Someone who can engage in some banter, tell entertaining stories, and have that cheeky glint in their eye.
The only catch is you’ve got to share the same sense of humour.
Values
They have them, and they stick to them. They know what is important to them and will put these things first.
This level of self-assurance also enables them to be respectful and mindful of others’ values, giving their partners the space to openly be themselves.
Don’t we all want to be with someone who we feel comfortable being ourselves around?
Not taking any shit
My husband will do almost anything for me — my happiness is one of his top priorities. But that doesn’t mean I can walk all over him. If he’s had enough, he will say so. If I take advantage, he will tell me.
He’s an easy-going guy that will help anyone out. But he knows his boundaries and is not afraid to enforce them or say no when someone pushes him too far. So sexy!
Not afraid to show their feelings
This supposedly feminine trait makes a man even more masculine.
Being able to express their feelings is a sign of emotional maturity. As much as many people love those baby-faced looks, emotional immaturity is a turn-off.
Showing vulnerability enhances the connection between two people and aids understanding.
They don’t take themselves too seriously
We all trip over, fart, mess things up and can look absolutely atrocious. We all have our imperfections, weaknesses and insecurities.
Someone that can laugh at themselves and isn’t afraid to look silly isn’t holding anything back. They make you feel comfortable when you are around them, which allows you to let your own inner weirdness out.
We all want to spend time with these sorts of people.
They show an interest
Playing hard-to-get is only attractive to other players. So if you want a game player, go ahead and play the game.
But being stand-offish, “mysterious”, and non-committal is not attractive to anyone else.
People want to be desired and to know where they stand.
Showing interest can be carried out in a non-creepy, non-stalker way. It can make the recipient feel flattered and worthy of attention.
Confidence
Not arrogance, of which there is a fine line.
A confident person will treat themselves with the same high level of respect they treat others. They don’t need to tear anyone down to feel good about themselves or shout about how great they are.
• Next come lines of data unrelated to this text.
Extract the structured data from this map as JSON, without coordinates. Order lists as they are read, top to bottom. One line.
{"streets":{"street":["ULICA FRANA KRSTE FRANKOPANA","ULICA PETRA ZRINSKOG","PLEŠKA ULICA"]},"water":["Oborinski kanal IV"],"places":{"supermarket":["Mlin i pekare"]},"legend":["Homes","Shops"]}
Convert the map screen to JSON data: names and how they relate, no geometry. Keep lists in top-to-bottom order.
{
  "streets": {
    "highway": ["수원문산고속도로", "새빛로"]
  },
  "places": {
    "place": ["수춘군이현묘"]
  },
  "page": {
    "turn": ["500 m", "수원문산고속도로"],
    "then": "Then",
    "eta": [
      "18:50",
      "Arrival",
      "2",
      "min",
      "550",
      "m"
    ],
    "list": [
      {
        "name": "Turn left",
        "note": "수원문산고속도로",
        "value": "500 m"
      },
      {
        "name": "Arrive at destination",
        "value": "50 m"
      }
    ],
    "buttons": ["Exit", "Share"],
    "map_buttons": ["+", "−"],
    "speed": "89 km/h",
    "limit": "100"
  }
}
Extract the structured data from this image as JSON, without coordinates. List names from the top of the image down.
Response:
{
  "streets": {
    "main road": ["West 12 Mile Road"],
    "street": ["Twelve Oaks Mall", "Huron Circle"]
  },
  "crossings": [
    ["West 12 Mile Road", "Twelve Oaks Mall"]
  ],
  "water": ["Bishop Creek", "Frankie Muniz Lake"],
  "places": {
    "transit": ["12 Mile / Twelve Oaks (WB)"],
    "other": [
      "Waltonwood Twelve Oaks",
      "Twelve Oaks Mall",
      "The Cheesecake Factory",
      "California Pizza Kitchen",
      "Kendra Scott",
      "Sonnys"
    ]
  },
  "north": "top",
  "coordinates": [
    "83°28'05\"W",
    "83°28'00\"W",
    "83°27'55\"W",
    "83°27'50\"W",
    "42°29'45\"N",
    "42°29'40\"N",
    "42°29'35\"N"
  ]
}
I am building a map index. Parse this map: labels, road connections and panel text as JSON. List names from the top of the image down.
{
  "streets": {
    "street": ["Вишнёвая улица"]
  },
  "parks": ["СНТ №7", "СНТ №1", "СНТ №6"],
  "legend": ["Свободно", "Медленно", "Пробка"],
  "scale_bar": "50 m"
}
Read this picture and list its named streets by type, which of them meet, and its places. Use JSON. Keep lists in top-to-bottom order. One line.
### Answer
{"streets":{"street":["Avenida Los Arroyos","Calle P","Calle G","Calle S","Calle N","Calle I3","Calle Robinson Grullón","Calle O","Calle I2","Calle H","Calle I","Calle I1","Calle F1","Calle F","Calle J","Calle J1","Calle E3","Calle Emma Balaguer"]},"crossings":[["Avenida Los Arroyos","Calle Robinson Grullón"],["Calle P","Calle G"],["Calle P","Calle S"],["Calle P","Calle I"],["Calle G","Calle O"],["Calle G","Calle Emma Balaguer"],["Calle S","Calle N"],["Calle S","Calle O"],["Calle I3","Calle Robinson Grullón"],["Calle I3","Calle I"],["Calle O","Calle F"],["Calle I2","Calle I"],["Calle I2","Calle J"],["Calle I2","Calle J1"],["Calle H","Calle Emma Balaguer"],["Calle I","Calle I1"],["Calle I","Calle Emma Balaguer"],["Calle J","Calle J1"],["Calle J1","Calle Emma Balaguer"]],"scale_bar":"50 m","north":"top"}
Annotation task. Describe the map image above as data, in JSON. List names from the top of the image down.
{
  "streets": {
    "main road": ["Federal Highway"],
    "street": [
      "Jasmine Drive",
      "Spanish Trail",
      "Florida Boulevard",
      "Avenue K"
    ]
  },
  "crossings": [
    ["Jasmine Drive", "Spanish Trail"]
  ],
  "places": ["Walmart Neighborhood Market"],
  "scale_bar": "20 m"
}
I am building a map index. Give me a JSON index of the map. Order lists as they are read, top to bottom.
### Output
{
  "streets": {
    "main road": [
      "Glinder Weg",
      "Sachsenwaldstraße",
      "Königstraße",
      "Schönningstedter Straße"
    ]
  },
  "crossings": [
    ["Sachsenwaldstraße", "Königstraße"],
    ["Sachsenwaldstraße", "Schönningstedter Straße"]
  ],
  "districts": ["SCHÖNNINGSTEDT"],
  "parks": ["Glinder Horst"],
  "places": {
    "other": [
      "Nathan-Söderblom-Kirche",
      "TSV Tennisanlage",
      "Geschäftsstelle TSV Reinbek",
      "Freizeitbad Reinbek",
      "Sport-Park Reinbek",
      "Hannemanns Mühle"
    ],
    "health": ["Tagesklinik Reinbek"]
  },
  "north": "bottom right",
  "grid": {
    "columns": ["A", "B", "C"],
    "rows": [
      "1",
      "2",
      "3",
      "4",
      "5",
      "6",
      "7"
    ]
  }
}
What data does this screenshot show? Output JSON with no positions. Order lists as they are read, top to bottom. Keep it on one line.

They can take no for an answer and move on.
They comfortably voice their wants and needs, so you always know where you’re at with them.
Self-confidence is extremely attractive, so stand up straight, pull your shoulders back, smile and be your true self — that is always the best version of yourself you can be.
Competence
Watching a man at work can be such a turn-on!
Whether at their job, doing something they love, tackling something new or communicating easily with others.
They are in control; they know what they are doing and focus on the job.
When someone is confident in their own ability, it gives them a powerful presence. It doesn’t matter what they are doing. The competence they display proves they’re a man that can.
Being a gentleman
We’ve come a long way from the male and female roles of decades gone by, but we shouldn’t forget that many “gentlemanly” acts are purely about being respectful and attentive to the person you are with.
I am aware that my dad, at age 74, is still a complete charmer. At my 50th birthday party, I went outside to find a group of my friends completely enamoured with him.
He makes any woman he talks to feel special by being attentive and curious. He gives them a lot of compliments, which he truly means because he sees the beauty in everyone. He pulls out chairs, gives them his jacket, and opens the doors.
My husband will never let me walk on the road side of the pavement or walk in front of me. This may seem completely archaic, but it makes me feel cherished.
Good in bed
Now I get this is a tough ask, and I can’t go into details about what “good in bed” means because it differs within every couple.
It boils down to being an attentive lover who can read cues and go with the flow rather than just give someone a good banging! Although there may be a time and place for that too. Being confident enough to take charge as well as relax and receive covers most scenarios.
This one is a bit of a conundrum, as it’s hard to get to the point where you can show off your bedroom skills without first passing the physical attraction stage. Well-timed, confident flirting can get the anticipation of a good shag going.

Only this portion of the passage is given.